In most of the articles in this issue of the Journal, the authors describe their efforts towards ‘unconditioning’ their own minds and the minds of the children in their care. Tanuj Shah, a teacher in the Rishi Valley School, in his article ‘Schooling, Exams and Livelihoods: Parents’ Perspectives on Education’, describes the reverse process of how very strong conditioning of a certain kind has a hold over schools serving very different sections of society. Having taken a year’s sabbatical from the school, he describes his experience of working with three schools in Gujarat (a school for tribal children, an ‘alternative’ school, and a Gujarati-medium school based on Gandhian values) and an English-medium school run by an NGO in Bangalore for children from socially and economically disadvantaged backgrounds. In working with these schools in very different economic and social settings, and talking to the parents of the children, the author finds that a single anxiety is almost the sole driving force behind the functioning of all these schools, namely the anxiety about livelihoods. ‘Will my child be able to earn a good livelihood after getting this education?’ is the single question that obsesses the parents. As corollaries to this anxiety come the obsession with examinations, with the knowledge supposedly enshrined in textbooks and with marks which ‘take on a life of their own’. These obsessions have a flattening effect both on the innate creativity of the children and on educational thinking in the country as a whole. The result is that only a sub-standard education is given to vast numbers of children especially in the rural areas, and a whole generation of children grows up which has neither any prospect of employment in the formal sector, nor the willingness or the skills to work with the hands in other occupations. In this depressing scene, the author sees the need for the Krishnamurti schools to continue to deepen their efforts in the light of Krishnamurti’s vision of education and to spread their models of teaching-learning.

The last piece in the Journal is an appreciate review by Manju Bhatnagar and Rima Anand of a series of textbooks called the ‘Hindi Ki Duniya Series’ for teaching Hindi to very young non-Hindi speaking children, written by Chandrika Mathur. As a very refreshing contrast to the usual lifeless, dull and mechanically produced textbooks, the reviewers find this series of books to be written in a very lively style which is bound to appeal to the children, who would also be attracted to the contents of the accompanying CD containing poems, songs and conversation pieces. These textbooks are highly recommended by the reviewers for teaching Hindi to young children in the non-Hindi-speaking parts of the country.
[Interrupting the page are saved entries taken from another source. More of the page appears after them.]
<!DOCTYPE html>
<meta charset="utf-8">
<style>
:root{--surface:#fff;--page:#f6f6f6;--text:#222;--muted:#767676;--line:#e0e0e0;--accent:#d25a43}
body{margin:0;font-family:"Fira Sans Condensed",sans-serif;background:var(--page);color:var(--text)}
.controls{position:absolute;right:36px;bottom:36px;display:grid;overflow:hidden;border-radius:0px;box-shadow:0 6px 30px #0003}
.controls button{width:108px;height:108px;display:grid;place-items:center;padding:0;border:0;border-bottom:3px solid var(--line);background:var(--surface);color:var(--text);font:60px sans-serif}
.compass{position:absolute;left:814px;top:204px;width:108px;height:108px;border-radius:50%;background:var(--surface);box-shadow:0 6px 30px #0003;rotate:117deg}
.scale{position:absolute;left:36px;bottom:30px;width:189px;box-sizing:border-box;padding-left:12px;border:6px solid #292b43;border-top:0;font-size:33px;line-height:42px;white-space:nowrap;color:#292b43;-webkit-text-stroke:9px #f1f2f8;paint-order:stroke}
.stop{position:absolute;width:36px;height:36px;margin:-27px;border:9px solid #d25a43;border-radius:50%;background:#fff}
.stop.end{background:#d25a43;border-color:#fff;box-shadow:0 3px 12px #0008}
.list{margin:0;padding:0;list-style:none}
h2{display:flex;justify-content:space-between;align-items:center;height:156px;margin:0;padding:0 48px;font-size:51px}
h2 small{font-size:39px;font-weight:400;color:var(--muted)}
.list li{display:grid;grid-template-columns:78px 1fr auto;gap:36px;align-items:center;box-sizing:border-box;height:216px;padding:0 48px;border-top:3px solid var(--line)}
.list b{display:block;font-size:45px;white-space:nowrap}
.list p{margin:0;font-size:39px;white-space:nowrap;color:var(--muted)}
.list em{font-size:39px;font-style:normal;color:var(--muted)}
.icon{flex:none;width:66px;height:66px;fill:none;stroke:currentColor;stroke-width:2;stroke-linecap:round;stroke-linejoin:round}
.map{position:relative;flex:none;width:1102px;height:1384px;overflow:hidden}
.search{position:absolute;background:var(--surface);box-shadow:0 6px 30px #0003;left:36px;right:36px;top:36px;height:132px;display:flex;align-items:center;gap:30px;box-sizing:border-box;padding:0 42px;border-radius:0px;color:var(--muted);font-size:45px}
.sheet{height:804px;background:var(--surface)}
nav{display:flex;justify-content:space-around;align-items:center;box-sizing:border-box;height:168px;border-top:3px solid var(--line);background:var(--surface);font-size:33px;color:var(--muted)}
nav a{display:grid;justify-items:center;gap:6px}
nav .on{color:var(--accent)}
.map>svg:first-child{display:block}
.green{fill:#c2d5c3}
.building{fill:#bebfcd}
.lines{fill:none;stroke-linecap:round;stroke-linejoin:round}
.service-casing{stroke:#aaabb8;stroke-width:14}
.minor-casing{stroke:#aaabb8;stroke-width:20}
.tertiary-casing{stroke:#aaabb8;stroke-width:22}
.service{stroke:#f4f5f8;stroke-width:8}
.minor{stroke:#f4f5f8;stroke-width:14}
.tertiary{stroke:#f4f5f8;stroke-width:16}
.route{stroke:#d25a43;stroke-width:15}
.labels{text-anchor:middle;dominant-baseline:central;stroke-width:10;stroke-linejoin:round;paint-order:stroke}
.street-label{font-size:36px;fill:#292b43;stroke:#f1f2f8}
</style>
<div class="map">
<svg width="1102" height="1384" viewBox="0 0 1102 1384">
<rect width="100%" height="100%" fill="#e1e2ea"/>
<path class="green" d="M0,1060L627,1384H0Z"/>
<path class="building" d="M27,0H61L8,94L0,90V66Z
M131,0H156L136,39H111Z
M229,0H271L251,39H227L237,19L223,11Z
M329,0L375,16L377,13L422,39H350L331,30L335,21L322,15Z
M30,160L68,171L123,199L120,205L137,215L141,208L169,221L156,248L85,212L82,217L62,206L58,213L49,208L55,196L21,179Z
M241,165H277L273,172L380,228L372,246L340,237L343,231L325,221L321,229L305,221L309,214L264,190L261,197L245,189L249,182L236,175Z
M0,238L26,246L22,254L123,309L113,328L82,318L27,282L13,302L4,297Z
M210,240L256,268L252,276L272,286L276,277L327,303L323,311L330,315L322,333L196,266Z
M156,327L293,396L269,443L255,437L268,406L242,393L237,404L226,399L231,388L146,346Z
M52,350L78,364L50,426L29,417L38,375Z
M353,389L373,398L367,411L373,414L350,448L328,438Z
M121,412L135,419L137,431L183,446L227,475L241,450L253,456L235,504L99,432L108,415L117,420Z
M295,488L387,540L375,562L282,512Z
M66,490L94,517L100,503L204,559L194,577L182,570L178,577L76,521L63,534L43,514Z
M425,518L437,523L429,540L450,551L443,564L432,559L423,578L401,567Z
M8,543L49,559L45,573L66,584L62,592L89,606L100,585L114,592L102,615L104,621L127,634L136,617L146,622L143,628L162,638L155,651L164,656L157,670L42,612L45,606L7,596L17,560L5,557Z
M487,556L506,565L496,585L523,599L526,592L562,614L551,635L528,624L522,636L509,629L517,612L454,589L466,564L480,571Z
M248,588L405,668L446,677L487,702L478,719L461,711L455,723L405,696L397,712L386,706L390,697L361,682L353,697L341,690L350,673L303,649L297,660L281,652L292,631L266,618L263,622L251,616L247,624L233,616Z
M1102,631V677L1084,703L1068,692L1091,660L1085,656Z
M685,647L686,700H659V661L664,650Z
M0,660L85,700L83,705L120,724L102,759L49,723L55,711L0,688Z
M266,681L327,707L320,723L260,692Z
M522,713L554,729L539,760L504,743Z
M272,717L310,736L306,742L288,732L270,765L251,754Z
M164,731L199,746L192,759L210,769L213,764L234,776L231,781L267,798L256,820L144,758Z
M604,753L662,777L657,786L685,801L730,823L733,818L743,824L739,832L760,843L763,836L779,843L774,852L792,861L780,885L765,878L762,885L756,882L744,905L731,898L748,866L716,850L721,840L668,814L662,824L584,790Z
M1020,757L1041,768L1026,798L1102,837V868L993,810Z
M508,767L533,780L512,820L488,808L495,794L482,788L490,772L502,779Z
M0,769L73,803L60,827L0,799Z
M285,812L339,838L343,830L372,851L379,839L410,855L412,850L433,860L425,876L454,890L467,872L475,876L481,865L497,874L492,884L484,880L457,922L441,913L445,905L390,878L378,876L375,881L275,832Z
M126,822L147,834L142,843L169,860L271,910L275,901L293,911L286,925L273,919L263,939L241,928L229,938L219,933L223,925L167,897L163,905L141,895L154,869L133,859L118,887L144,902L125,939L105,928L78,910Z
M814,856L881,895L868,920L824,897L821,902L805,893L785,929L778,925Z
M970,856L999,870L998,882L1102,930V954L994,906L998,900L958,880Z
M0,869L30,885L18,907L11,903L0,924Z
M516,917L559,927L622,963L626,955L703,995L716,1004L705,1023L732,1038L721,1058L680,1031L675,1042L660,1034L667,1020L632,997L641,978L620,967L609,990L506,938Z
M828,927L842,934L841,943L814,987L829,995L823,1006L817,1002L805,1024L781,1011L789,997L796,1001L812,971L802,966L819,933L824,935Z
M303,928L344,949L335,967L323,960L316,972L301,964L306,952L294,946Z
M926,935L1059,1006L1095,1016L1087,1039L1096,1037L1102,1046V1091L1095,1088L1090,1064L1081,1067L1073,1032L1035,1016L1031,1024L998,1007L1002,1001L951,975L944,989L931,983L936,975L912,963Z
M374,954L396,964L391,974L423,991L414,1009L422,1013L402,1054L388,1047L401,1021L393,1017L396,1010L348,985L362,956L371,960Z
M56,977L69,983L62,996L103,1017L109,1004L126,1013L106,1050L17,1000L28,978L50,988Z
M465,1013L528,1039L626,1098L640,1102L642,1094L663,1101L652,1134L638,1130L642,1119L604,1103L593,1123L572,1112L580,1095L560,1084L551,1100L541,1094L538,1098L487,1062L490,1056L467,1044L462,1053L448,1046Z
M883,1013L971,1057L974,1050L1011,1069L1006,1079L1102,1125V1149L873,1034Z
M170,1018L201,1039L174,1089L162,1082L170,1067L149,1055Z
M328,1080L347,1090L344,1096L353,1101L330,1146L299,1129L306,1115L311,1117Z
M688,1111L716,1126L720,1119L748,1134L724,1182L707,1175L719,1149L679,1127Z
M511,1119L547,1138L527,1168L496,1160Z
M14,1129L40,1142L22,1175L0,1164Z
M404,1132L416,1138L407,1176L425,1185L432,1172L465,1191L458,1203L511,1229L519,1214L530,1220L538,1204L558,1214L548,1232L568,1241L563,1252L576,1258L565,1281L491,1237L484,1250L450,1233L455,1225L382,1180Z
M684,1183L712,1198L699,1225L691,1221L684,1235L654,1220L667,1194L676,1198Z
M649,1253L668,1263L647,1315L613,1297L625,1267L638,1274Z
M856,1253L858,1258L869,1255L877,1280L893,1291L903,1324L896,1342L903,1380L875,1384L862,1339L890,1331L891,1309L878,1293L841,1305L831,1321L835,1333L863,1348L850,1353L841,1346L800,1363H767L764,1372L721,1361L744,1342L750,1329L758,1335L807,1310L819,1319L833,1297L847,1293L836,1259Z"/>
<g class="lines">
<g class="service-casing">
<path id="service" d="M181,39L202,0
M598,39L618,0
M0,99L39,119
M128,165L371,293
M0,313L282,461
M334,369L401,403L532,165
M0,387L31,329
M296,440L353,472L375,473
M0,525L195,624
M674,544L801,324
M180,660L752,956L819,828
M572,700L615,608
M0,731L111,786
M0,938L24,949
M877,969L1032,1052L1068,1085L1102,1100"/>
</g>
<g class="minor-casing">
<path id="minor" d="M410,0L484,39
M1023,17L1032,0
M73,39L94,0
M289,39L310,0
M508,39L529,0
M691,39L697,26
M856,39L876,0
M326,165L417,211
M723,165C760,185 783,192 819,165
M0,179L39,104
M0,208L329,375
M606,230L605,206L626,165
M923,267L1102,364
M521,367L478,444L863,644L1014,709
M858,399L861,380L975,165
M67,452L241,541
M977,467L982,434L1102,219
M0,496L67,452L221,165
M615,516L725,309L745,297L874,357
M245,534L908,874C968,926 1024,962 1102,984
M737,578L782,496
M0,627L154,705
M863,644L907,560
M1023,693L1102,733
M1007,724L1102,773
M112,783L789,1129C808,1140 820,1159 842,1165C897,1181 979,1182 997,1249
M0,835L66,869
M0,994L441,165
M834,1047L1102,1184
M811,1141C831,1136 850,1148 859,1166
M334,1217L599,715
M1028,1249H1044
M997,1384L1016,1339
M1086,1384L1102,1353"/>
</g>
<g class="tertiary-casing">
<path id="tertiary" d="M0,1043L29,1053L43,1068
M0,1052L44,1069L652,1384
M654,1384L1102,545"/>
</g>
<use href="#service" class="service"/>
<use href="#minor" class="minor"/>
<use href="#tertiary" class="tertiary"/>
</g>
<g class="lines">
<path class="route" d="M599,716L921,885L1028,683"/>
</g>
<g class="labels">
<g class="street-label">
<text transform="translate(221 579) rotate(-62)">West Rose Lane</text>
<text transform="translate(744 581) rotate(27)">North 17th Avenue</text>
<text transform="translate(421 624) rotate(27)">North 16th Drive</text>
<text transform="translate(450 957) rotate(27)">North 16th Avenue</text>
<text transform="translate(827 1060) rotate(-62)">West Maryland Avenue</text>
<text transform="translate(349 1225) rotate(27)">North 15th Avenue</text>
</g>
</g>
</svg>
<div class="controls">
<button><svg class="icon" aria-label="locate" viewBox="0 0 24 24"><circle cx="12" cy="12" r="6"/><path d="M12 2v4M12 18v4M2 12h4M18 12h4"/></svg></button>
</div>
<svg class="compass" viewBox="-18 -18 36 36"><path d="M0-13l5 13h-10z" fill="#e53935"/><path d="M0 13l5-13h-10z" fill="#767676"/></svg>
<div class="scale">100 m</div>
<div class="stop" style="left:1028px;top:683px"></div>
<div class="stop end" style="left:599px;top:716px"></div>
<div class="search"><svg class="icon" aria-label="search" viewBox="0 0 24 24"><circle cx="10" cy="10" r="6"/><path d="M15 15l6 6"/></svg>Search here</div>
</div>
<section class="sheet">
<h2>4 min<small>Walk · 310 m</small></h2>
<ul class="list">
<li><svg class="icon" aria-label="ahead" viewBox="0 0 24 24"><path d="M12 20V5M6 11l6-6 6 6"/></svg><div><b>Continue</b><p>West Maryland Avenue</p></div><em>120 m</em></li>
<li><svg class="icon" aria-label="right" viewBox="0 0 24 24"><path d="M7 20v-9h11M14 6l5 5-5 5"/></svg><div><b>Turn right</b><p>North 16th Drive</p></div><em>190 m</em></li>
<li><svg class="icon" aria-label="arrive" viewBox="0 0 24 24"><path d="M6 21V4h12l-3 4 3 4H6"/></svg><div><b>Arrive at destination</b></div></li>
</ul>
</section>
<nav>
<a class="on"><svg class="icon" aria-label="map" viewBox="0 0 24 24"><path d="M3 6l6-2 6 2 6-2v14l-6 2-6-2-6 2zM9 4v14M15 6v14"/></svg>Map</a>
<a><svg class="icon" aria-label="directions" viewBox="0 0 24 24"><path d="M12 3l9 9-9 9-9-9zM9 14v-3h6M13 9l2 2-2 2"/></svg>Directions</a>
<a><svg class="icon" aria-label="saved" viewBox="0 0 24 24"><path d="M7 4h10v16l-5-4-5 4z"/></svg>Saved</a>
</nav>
‘Unconditioning’ is not a word recognized by the dictionary. Neither was this chosen as the ‘lead theme’ of this issue of the Journal by the editors when soliciting articles. It is a measure of the impact which Krishnamurti’s teachings on education has had on the minds of the teachers in the Krishnamurti schools, and in the schools inspired by his vision, that this theme of the undoing and ‘loosening’ up of set, fixed ways of thinking, feeling and behaviour has ‘spontaneously’ emerged as a common thread that runs through most of these articles. And it is all the more remarkable that many of the articles are as much concerned with the education of the educator who is ‘already set, fixed’, as with the education of the child.